--- About this exercise ---
Everything from the first line of the entries through the line containing "width:30px; border:2px solid" is to be retyped exactly, and nothing beyond it.
# # # # # # #
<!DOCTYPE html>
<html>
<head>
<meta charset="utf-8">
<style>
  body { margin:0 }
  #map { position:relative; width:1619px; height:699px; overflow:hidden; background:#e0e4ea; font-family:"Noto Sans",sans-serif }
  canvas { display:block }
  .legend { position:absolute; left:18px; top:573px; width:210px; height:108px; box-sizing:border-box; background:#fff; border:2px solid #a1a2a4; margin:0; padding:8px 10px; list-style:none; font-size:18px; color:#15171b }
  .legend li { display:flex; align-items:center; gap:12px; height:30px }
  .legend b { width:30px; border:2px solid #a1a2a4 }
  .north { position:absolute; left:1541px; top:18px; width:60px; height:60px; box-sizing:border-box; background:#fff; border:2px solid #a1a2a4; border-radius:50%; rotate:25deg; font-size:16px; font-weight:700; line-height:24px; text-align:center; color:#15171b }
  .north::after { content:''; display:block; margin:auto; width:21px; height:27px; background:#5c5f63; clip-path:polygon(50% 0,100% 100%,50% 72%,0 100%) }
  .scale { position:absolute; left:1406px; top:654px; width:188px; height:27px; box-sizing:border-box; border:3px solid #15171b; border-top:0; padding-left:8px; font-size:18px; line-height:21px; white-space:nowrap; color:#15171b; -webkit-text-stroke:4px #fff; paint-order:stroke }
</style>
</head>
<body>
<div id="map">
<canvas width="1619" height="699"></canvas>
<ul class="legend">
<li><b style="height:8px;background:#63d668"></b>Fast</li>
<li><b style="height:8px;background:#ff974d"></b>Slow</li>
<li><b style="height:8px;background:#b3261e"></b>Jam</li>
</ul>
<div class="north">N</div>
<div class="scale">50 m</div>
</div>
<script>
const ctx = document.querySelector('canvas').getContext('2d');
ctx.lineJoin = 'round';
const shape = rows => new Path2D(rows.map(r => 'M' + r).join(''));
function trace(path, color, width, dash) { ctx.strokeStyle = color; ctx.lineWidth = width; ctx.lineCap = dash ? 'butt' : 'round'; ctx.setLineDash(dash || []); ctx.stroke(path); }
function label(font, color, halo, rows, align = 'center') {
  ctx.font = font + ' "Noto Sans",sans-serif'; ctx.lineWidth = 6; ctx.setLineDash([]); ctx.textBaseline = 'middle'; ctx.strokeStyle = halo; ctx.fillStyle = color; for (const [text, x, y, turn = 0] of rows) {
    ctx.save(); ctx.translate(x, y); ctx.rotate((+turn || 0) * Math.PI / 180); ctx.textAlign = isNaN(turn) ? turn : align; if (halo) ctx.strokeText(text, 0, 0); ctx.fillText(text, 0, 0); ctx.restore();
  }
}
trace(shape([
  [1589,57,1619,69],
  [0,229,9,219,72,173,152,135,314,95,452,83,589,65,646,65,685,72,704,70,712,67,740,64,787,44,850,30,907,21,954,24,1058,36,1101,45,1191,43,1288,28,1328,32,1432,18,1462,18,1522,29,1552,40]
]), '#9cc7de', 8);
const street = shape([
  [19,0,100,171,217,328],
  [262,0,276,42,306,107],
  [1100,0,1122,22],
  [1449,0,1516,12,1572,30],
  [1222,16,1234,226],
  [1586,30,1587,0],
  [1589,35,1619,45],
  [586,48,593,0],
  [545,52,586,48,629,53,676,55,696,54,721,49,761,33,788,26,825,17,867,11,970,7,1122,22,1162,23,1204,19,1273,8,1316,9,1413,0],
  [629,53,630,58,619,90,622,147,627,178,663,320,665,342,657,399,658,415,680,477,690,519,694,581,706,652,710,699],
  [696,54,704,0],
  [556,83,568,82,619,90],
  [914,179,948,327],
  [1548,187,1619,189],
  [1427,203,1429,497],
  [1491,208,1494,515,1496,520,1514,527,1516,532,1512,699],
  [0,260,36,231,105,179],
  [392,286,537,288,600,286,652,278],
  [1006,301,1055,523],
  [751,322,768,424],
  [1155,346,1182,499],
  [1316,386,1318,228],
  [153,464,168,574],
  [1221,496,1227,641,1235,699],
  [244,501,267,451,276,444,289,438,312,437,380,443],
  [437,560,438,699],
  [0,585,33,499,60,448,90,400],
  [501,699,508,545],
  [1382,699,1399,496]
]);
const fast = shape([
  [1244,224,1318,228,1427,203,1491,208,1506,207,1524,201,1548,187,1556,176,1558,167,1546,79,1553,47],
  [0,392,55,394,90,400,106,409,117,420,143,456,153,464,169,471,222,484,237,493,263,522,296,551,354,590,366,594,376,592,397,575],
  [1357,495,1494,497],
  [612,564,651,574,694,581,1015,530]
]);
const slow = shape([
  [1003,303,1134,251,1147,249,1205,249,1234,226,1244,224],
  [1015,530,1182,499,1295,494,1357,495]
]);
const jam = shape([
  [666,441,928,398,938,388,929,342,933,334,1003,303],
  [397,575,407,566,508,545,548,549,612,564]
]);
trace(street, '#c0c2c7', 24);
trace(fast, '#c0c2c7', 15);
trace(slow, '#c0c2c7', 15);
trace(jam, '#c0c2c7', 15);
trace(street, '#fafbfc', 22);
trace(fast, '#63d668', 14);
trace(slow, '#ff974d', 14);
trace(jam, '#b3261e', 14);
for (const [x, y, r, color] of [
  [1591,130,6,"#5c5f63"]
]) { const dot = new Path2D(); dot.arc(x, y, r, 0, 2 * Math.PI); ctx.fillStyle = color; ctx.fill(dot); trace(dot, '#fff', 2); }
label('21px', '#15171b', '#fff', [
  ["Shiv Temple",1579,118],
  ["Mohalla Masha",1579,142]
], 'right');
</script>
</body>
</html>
# # # # # # #
--- Expected answer ---
<!DOCTYPE html>
<html>
<head>
<meta charset="utf-8">
<style>
  body { margin:0 }
  #map { position:relative; width:1619px; height:699px; overflow:hidden; background:#e0e4ea; font-family:"Noto Sans",sans-serif }
  canvas { display:block }
  .legend { position:absolute; left:18px; top:573px; width:210px; height:108px; box-sizing:border-box; background:#fff; border:2px solid #a1a2a4; margin:0; padding:8px 10px; list-style:none; font-size:18px; color:#15171b }
  .legend li { display:flex; align-items:center; gap:12px; height:30px }
  .legend b { width:30px; border:2px solid #a1a2a4 }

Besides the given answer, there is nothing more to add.